[Stored items]
►
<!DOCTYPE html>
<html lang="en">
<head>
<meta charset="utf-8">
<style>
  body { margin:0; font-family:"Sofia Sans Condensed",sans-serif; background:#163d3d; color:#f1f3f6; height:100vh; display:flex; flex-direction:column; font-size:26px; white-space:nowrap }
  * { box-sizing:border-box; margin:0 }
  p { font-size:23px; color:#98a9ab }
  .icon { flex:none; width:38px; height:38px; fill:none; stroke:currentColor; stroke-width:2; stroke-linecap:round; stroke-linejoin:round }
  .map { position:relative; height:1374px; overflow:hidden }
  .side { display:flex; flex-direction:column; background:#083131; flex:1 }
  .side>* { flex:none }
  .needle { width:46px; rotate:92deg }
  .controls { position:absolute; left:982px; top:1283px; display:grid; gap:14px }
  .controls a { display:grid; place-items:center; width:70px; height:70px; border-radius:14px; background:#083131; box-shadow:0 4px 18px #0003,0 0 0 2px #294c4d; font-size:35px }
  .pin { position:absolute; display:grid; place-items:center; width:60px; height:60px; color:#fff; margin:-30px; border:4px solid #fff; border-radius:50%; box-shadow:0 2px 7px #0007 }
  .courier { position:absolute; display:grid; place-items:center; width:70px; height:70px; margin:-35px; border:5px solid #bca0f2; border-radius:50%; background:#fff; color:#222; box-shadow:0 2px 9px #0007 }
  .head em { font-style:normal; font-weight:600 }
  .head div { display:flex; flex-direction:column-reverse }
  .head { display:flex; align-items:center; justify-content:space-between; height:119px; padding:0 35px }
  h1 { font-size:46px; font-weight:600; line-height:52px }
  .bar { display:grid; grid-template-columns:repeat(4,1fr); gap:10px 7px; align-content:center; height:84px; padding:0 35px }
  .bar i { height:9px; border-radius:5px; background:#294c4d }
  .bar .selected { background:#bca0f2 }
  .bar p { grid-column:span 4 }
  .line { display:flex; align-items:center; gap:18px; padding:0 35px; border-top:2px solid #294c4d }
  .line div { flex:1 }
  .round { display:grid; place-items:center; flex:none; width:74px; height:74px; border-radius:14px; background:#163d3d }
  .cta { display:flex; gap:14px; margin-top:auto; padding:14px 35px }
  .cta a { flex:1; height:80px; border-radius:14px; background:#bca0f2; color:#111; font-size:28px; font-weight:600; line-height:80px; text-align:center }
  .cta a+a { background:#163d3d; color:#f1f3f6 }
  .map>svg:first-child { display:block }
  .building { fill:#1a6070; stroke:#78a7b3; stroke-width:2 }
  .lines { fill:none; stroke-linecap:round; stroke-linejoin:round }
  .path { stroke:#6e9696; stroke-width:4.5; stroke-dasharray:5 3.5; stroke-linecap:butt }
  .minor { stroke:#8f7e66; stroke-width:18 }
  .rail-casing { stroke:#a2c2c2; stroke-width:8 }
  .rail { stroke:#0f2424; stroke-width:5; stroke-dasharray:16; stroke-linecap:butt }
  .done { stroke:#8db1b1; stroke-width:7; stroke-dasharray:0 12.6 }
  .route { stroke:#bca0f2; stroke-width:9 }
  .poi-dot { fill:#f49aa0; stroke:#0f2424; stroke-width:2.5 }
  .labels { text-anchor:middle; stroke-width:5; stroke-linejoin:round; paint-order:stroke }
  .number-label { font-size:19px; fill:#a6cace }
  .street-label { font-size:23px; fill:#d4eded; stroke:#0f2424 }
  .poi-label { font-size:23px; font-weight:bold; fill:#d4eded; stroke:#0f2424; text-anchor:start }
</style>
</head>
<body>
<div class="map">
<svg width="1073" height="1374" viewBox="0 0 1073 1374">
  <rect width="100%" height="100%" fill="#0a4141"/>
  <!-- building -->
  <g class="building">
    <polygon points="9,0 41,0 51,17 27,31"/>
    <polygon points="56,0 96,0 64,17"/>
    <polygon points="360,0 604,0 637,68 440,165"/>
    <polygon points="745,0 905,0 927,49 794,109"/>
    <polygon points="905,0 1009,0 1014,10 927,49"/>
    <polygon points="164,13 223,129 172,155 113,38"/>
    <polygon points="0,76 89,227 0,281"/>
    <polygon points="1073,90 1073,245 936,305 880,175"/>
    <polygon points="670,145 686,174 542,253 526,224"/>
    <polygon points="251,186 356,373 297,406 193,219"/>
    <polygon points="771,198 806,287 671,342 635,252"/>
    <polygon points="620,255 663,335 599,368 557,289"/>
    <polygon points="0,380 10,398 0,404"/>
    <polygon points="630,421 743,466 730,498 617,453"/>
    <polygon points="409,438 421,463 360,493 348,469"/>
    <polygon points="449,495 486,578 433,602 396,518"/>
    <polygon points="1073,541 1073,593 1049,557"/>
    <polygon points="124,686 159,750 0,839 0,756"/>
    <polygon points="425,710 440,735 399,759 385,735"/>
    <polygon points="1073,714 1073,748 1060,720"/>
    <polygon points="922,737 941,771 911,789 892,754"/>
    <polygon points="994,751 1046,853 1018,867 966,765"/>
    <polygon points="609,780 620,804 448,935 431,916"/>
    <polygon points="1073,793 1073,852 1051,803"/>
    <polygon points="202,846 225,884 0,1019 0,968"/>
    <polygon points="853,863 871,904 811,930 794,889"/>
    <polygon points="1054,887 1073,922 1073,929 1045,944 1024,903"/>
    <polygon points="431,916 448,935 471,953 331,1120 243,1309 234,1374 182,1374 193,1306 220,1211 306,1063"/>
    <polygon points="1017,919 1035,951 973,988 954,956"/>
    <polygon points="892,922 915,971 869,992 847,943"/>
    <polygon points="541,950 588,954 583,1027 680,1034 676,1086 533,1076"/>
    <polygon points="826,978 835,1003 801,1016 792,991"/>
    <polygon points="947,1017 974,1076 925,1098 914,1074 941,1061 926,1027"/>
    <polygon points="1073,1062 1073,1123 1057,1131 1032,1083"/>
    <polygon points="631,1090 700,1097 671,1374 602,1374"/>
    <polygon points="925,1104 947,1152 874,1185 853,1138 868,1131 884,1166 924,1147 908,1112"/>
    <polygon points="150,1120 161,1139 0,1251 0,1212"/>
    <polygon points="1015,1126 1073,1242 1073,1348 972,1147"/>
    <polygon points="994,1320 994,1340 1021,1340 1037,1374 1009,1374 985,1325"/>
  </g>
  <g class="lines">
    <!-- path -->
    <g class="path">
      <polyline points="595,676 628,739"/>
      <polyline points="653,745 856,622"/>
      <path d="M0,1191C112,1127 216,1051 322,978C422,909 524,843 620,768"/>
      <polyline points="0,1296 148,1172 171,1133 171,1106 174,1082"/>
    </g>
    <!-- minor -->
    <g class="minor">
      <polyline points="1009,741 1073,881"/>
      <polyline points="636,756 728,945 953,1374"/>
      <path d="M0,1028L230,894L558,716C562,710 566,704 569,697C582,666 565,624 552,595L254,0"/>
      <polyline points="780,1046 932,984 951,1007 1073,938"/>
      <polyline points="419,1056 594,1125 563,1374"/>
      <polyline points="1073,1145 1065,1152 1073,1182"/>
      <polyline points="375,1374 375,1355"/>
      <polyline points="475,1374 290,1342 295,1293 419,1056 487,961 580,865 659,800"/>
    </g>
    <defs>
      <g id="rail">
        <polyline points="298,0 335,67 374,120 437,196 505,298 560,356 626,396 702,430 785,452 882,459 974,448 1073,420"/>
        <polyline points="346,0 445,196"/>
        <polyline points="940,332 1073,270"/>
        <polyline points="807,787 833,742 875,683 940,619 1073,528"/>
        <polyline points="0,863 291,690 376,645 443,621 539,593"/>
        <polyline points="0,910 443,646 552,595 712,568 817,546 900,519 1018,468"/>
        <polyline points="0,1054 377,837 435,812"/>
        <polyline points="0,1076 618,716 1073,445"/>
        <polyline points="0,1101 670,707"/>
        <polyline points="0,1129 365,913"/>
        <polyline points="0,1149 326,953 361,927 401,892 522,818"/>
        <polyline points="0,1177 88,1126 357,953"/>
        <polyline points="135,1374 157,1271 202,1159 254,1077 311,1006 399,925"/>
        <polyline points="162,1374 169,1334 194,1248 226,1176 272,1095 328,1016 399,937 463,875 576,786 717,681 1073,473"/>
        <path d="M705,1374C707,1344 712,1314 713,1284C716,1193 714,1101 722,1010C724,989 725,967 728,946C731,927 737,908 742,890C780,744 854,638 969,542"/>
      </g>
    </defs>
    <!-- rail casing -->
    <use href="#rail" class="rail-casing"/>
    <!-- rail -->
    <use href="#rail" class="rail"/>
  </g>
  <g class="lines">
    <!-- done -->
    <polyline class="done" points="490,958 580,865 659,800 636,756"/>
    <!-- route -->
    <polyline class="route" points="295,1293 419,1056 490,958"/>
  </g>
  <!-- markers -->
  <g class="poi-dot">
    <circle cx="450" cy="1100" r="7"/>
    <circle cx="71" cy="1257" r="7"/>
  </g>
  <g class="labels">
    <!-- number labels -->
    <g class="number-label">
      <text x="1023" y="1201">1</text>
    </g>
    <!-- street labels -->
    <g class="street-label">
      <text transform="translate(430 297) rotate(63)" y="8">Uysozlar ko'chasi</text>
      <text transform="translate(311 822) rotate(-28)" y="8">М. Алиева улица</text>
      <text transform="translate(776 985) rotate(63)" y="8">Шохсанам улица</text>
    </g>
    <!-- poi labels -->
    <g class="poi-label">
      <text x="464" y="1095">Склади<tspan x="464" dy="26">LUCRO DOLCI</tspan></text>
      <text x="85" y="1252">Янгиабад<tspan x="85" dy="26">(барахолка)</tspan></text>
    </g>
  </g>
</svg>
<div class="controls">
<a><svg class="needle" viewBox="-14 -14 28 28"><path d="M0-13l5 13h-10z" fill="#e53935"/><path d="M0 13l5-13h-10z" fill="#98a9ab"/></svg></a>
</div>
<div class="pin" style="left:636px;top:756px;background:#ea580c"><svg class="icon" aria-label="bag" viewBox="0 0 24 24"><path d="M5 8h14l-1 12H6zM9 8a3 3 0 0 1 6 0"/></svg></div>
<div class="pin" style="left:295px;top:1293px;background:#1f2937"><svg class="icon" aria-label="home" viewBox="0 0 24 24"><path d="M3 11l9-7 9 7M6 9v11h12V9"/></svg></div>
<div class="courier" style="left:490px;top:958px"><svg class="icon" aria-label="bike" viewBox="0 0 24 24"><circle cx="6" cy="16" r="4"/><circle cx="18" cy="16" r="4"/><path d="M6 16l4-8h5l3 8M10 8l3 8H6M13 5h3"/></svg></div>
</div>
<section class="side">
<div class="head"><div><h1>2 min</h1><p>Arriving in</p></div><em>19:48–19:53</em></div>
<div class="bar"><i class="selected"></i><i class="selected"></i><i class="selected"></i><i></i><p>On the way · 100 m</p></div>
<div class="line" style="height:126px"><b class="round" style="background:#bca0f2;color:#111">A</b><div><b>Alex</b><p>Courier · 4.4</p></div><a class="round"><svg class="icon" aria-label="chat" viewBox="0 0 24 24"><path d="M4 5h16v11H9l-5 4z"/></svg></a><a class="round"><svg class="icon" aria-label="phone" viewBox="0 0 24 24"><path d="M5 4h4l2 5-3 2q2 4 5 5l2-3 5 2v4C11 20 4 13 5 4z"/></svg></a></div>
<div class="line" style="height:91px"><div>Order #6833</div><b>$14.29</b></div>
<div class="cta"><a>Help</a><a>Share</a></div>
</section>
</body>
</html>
◄
PROBLEM:
Search the entries above for "linejoin". Show every line that has it.

WRITTEN SOLUTION:
  .icon { flex:none; width:38px; height:38px; fill:none; stroke:currentColor; stroke-width:2; stroke-linecap:round; stroke-linejoin:round }
  .lines { fill:none; stroke-linecap:round; stroke-linejoin:round }
  .labels { text-anchor:middle; stroke-width:5; stroke-linejoin:round; paint-order:stroke }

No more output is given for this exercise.